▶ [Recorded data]
------------------------------------------------------------
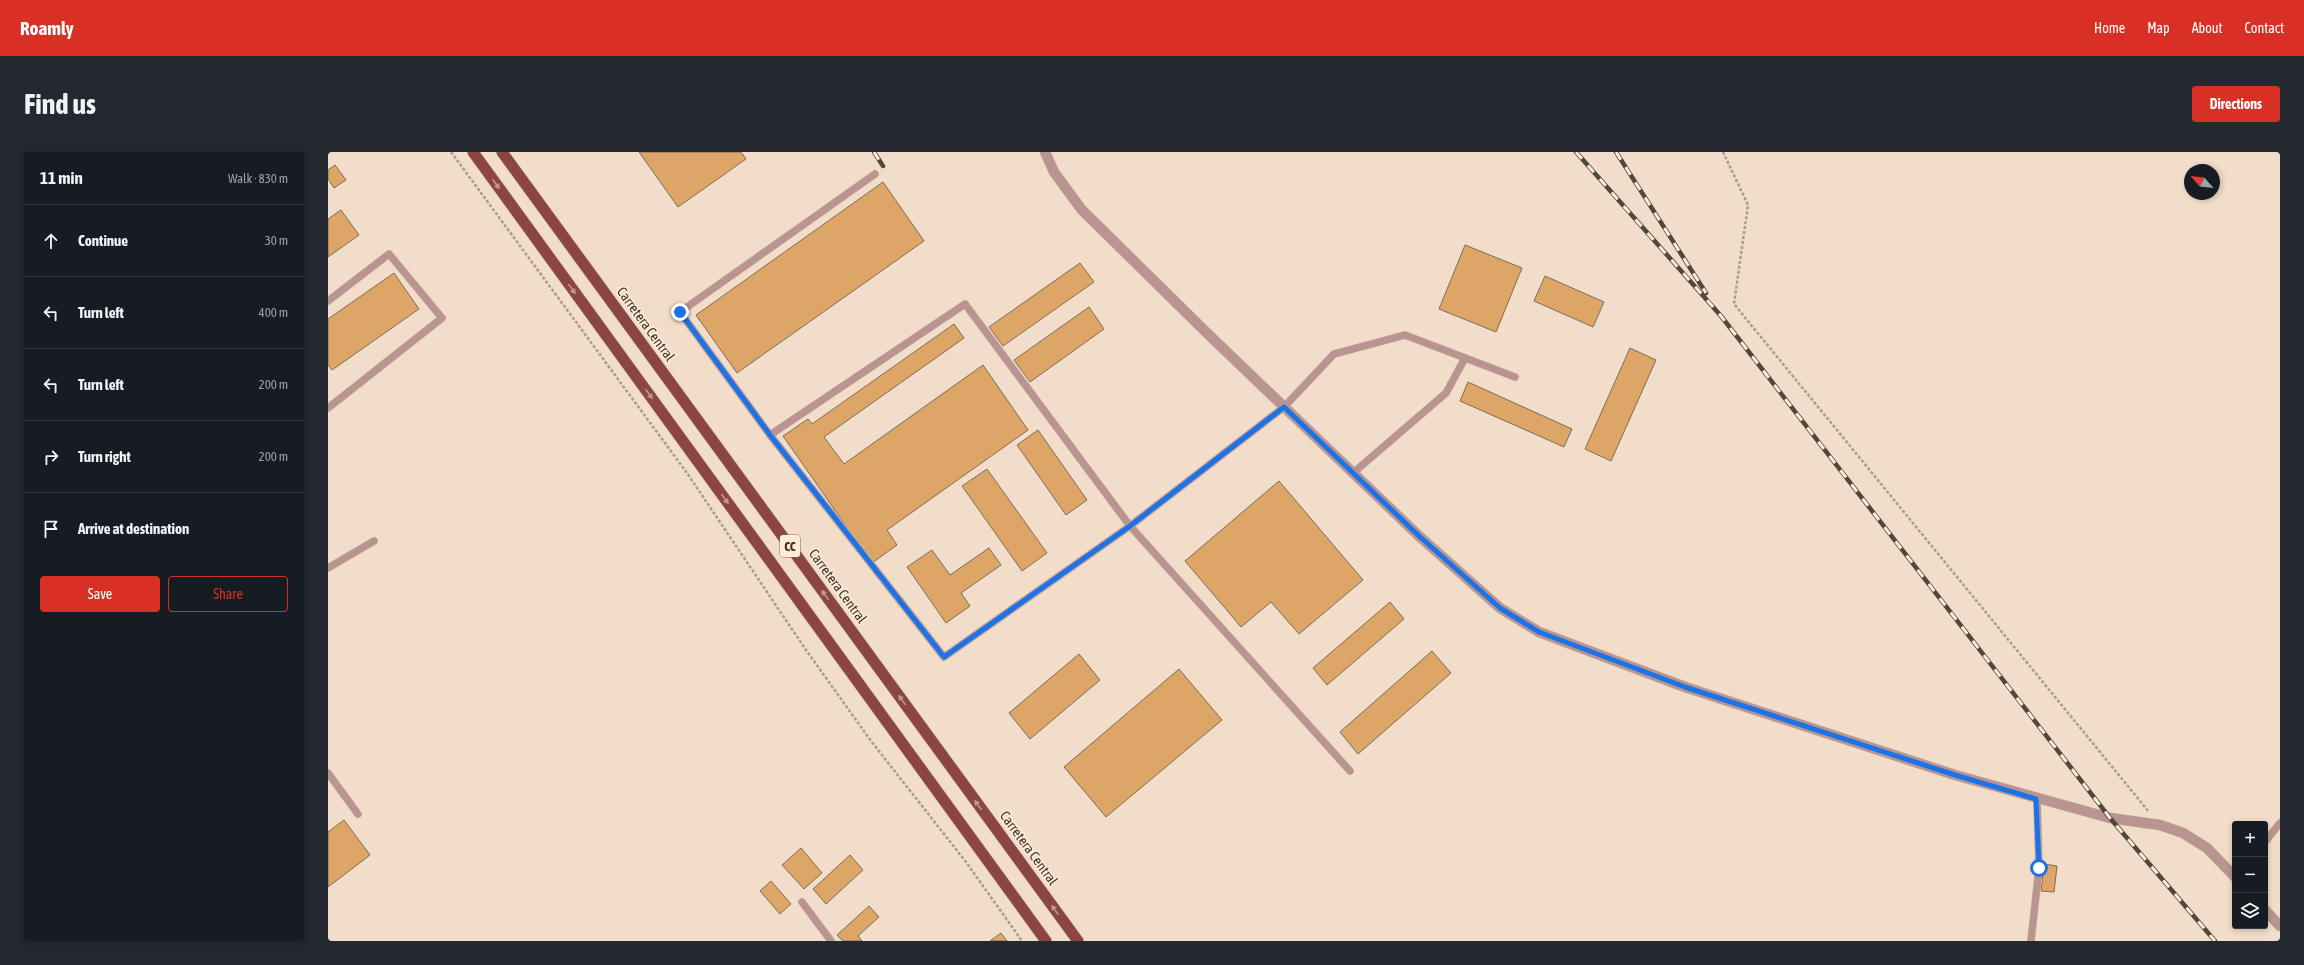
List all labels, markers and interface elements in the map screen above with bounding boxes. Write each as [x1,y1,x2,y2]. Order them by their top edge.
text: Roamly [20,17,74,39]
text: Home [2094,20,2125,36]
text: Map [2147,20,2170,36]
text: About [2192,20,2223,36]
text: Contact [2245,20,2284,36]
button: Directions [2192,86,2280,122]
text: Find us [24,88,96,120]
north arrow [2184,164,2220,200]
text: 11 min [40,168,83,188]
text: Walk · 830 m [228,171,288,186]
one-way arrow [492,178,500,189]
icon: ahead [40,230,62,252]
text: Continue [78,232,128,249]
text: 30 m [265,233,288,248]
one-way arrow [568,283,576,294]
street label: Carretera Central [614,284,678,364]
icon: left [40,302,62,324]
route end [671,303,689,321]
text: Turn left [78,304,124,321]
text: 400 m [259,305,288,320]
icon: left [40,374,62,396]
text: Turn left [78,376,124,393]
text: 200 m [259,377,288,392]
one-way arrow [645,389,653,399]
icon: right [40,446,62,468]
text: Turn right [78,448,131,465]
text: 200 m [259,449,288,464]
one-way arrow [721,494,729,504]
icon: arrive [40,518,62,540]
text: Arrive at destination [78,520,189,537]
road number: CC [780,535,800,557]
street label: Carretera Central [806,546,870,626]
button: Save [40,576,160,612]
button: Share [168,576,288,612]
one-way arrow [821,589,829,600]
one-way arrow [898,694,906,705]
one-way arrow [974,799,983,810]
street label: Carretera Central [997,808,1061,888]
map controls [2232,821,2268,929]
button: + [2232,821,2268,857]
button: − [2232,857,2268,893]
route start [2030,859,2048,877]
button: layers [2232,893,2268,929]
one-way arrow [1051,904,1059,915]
------------------------------------------------------------
Retype the data exactly; images stay out.

▶ [Exercise response]
List all labels, markers and interface elements in the map screen above with bounding boxes. Write each as [x1,y1,x2,y2]. Order them by their top edge.
text: Roamly [20,17,74,39]
text: Home [2094,20,2125,36]
text: Map [2147,20,2170,36]
text: About [2192,20,2223,36]
text: Contact [2245,20,2284,36]
button: Directions [2192,86,2280,122]
text: Find us [24,88,96,120]
north arrow [2184,164,2220,200]
text: 11 min [40,168,83,188]
text: Walk · 830 m [228,171,288,186]
one-way arrow [492,178,500,189]
icon: ahead [40,230,62,252]
text: Continue [78,232,128,249]
text: 30 m [265,233,288,248]
one-way arrow [568,283,576,294]
street label: Carretera Central [614,284,678,364]
icon: left [40,302,62,324]
route end [671,303,689,321]
text: Turn left [78,304,124,321]
text: 400 m [259,305,288,320]
icon: left [40,374,62,396]
text: Turn left [78,376,124,393]
text: 200 m [259,377,288,392]
one-way arrow [645,389,653,399]
icon: right [40,446,62,468]
text: Turn right [78,448,131,465]
text: 200 m [259,449,288,464]
one-way arrow [721,494,729,504]
icon: arrive [40,518,62,540]
text: Arrive at destination [78,520,189,537]
road number: CC [780,535,800,557]
street label: Carretera Central [806,546,870,626]
button: Save [40,576,160,612]
button: Share [168,576,288,612]
one-way arrow [821,589,829,600]
one-way arrow [898,694,906,705]
one-way arrow [974,799,983,810]
street label: Carretera Central [997,808,1061,888]
map controls [2232,821,2268,929]
button: + [2232,821,2268,857]
button: − [2232,857,2268,893]
route start [2030,859,2048,877]
button: layers [2232,893,2268,929]
one-way arrow [1051,904,1059,915]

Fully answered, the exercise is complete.